═══ Available data

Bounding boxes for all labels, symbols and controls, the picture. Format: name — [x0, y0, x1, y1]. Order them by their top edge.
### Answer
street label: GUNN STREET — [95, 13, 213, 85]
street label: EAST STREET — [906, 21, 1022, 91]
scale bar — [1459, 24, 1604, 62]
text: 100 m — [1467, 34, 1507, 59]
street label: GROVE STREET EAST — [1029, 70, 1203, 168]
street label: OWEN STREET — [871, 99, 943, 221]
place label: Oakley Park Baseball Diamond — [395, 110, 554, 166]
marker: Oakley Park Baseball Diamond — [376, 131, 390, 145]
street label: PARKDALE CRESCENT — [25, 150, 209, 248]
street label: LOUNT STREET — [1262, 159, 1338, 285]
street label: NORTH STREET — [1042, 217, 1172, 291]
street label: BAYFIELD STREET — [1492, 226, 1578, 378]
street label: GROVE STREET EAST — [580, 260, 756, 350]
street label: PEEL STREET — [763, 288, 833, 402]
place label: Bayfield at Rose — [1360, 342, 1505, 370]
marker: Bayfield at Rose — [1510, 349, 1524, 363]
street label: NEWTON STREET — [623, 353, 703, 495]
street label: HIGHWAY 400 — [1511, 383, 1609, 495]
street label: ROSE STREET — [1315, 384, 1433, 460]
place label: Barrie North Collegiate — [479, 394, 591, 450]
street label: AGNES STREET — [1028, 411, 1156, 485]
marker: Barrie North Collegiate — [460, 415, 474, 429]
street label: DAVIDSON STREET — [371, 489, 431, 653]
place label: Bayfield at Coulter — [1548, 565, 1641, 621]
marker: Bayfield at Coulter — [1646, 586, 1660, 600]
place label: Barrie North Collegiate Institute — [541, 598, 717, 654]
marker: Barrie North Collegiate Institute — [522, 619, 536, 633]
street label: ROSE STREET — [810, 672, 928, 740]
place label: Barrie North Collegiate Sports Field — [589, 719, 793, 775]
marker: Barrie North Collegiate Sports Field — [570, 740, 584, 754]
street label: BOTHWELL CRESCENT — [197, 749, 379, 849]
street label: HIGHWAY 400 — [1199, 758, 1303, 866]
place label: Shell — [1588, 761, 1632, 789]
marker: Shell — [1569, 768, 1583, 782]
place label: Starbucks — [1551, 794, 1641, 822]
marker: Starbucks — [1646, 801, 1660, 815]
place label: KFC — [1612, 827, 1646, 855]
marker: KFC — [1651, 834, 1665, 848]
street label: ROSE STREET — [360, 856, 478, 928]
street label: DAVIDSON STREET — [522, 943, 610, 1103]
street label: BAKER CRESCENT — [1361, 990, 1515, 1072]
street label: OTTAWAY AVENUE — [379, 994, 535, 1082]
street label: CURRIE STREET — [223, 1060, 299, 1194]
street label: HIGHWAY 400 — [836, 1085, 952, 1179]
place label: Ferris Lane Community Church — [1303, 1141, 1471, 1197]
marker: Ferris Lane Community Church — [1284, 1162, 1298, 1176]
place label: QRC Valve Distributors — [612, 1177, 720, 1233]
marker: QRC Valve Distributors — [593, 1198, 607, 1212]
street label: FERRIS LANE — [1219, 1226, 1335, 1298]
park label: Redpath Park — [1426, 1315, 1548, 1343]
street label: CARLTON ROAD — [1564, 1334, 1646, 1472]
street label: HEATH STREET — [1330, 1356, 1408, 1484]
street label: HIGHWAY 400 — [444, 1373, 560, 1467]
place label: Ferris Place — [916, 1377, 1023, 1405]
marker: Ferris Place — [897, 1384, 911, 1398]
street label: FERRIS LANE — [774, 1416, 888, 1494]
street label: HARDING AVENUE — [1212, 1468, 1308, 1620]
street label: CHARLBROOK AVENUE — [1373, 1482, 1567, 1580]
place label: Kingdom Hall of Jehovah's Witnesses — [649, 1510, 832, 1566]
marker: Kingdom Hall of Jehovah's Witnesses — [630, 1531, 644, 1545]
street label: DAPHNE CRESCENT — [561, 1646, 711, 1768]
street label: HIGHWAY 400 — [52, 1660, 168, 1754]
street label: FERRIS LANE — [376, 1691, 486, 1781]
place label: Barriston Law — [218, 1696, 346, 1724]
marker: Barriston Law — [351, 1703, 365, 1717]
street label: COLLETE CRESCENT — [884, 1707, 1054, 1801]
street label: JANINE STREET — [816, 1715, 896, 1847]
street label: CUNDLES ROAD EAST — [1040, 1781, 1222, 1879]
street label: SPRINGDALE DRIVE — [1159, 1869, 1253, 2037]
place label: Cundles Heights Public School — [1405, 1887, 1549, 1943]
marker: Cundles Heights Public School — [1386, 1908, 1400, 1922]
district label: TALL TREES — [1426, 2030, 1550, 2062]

══════

Task objective: Your task is to transcribe the listing in full, so that each line reads exactly as before.

Exercise result:
Bounding boxes for all labels, symbols and controls, the picture. Format: name — [x0, y0, x1, y1]. Order them by their top edge.
### Answer
street label: GUNN STREET — [95, 13, 213, 85]
street label: EAST STREET — [906, 21, 1022, 91]
scale bar — [1459, 24, 1604, 62]
text: 100 m — [1467, 34, 1507, 59]
street label: GROVE STREET EAST — [1029, 70, 1203, 168]
street label: OWEN STREET — [871, 99, 943, 221]
place label: Oakley Park Baseball Diamond — [395, 110, 554, 166]
marker: Oakley Park Baseball Diamond — [376, 131, 390, 145]
street label: PARKDALE CRESCENT — [25, 150, 209, 248]
street label: LOUNT STREET — [1262, 159, 1338, 285]
street label: NORTH STREET — [1042, 217, 1172, 291]
street label: BAYFIELD STREET — [1492, 226, 1578, 378]
street label: GROVE STREET EAST — [580, 260, 756, 350]
street label: PEEL STREET — [763, 288, 833, 402]
place label: Bayfield at Rose — [1360, 342, 1505, 370]
marker: Bayfield at Rose — [1510, 349, 1524, 363]
street label: NEWTON STREET — [623, 353, 703, 495]
street label: HIGHWAY 400 — [1511, 383, 1609, 495]
street label: ROSE STREET — [1315, 384, 1433, 460]
place label: Barrie North Collegiate — [479, 394, 591, 450]
street label: AGNES STREET — [1028, 411, 1156, 485]
marker: Barrie North Collegiate — [460, 415, 474, 429]
street label: DAVIDSON STREET — [371, 489, 431, 653]
place label: Bayfield at Coulter — [1548, 565, 1641, 621]
marker: Bayfield at Coulter — [1646, 586, 1660, 600]
place label: Barrie North Collegiate Institute — [541, 598, 717, 654]
marker: Barrie North Collegiate Institute — [522, 619, 536, 633]
street label: ROSE STREET — [810, 672, 928, 740]
place label: Barrie North Collegiate Sports Field — [589, 719, 793, 775]
marker: Barrie North Collegiate Sports Field — [570, 740, 584, 754]
street label: BOTHWELL CRESCENT — [197, 749, 379, 849]
street label: HIGHWAY 400 — [1199, 758, 1303, 866]
place label: Shell — [1588, 761, 1632, 789]
marker: Shell — [1569, 768, 1583, 782]
place label: Starbucks — [1551, 794, 1641, 822]
marker: Starbucks — [1646, 801, 1660, 815]
place label: KFC — [1612, 827, 1646, 855]
marker: KFC — [1651, 834, 1665, 848]
street label: ROSE STREET — [360, 856, 478, 928]
street label: DAVIDSON STREET — [522, 943, 610, 1103]
street label: BAKER CRESCENT — [1361, 990, 1515, 1072]
street label: OTTAWAY AVENUE — [379, 994, 535, 1082]
street label: CURRIE STREET — [223, 1060, 299, 1194]
street label: HIGHWAY 400 — [836, 1085, 952, 1179]
place label: Ferris Lane Community Church — [1303, 1141, 1471, 1197]
marker: Ferris Lane Community Church — [1284, 1162, 1298, 1176]
place label: QRC Valve Distributors — [612, 1177, 720, 1233]
marker: QRC Valve Distributors — [593, 1198, 607, 1212]
street label: FERRIS LANE — [1219, 1226, 1335, 1298]
park label: Redpath Park — [1426, 1315, 1548, 1343]
street label: CARLTON ROAD — [1564, 1334, 1646, 1472]
street label: HEATH STREET — [1330, 1356, 1408, 1484]
street label: HIGHWAY 400 — [444, 1373, 560, 1467]
place label: Ferris Place — [916, 1377, 1023, 1405]
marker: Ferris Place — [897, 1384, 911, 1398]
street label: FERRIS LANE — [774, 1416, 888, 1494]
street label: HARDING AVENUE — [1212, 1468, 1308, 1620]
street label: CHARLBROOK AVENUE — [1373, 1482, 1567, 1580]
place label: Kingdom Hall of Jehovah's Witnesses — [649, 1510, 832, 1566]
marker: Kingdom Hall of Jehovah's Witnesses — [630, 1531, 644, 1545]
street label: DAPHNE CRESCENT — [561, 1646, 711, 1768]
street label: HIGHWAY 400 — [52, 1660, 168, 1754]
street label: FERRIS LANE — [376, 1691, 486, 1781]
place label: Barriston Law — [218, 1696, 346, 1724]
marker: Barriston Law — [351, 1703, 365, 1717]
street label: COLLETE CRESCENT — [884, 1707, 1054, 1801]
street label: JANINE STREET — [816, 1715, 896, 1847]
street label: CUNDLES ROAD EAST — [1040, 1781, 1222, 1879]
street label: SPRINGDALE DRIVE — [1159, 1869, 1253, 2037]
place label: Cundles Heights Public School — [1405, 1887, 1549, 1943]
marker: Cundles Heights Public School — [1386, 1908, 1400, 1922]
district label: TALL TREES — [1426, 2030, 1550, 2062]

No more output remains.